= Description of the task =
Would you return the material below exactly, with no line left out?

= Dataset excerpts =
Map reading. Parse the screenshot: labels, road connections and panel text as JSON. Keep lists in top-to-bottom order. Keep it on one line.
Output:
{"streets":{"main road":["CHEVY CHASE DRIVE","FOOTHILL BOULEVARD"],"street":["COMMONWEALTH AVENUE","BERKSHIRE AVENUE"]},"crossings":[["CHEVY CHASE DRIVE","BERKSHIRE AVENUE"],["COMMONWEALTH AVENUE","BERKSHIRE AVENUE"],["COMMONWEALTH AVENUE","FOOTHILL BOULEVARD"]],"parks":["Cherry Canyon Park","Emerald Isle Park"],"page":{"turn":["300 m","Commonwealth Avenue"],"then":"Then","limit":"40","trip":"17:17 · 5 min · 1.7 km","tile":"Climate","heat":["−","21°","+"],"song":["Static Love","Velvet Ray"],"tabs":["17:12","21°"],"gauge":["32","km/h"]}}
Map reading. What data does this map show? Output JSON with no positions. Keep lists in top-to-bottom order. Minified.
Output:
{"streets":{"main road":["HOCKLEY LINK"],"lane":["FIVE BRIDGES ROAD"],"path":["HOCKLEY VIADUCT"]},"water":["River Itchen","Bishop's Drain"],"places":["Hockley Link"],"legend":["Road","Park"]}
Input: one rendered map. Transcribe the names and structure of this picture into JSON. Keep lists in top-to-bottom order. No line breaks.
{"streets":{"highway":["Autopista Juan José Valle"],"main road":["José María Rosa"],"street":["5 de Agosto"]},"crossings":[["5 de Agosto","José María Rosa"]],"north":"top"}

= Written solution =
Map reading. Parse the screenshot: labels, road connections and panel text as JSON. Keep lists in top-to-bottom order. Keep it on one line.
Output:
{"streets":{"main road":["CHEVY CHASE DRIVE","FOOTHILL BOULEVARD"],"street":["COMMONWEALTH AVENUE","BERKSHIRE AVENUE"]},"crossings":[["CHEVY CHASE DRIVE","BERKSHIRE AVENUE"],["COMMONWEALTH AVENUE","BERKSHIRE AVENUE"],["COMMONWEALTH AVENUE","FOOTHILL BOULEVARD"]],"parks":["Cherry Canyon Park","Emerald Isle Park"],"page":{"turn":["300 m","Commonwealth Avenue"],"then":"Then","limit":"40","trip":"17:17 · 5 min · 1.7 km","tile":"Climate","heat":["−","21°","+"],"song":["Static Love","Velvet Ray"],"tabs":["17:12","21°"],"gauge":["32","km/h"]}}
Map reading. What data does this map show? Output JSON with no positions. Keep lists in top-to-bottom order. Minified.
Output:
{"streets":{"main road":["HOCKLEY LINK"],"lane":["FIVE BRIDGES ROAD"],"path":["HOCKLEY VIADUCT"]},"water":["River Itchen","Bishop's Drain"],"places":["Hockley Link"],"legend":["Road","Park"]}
Input: one rendered map. Transcribe the names and structure of this picture into JSON. Keep lists in top-to-bottom order. No line breaks.
{"streets":{"highway":["Autopista Juan José Valle"],"main road":["José María Rosa"],"street":["5 de Agosto"]},"crossings":[["5 de Agosto","José María Rosa"]],"north":"top"}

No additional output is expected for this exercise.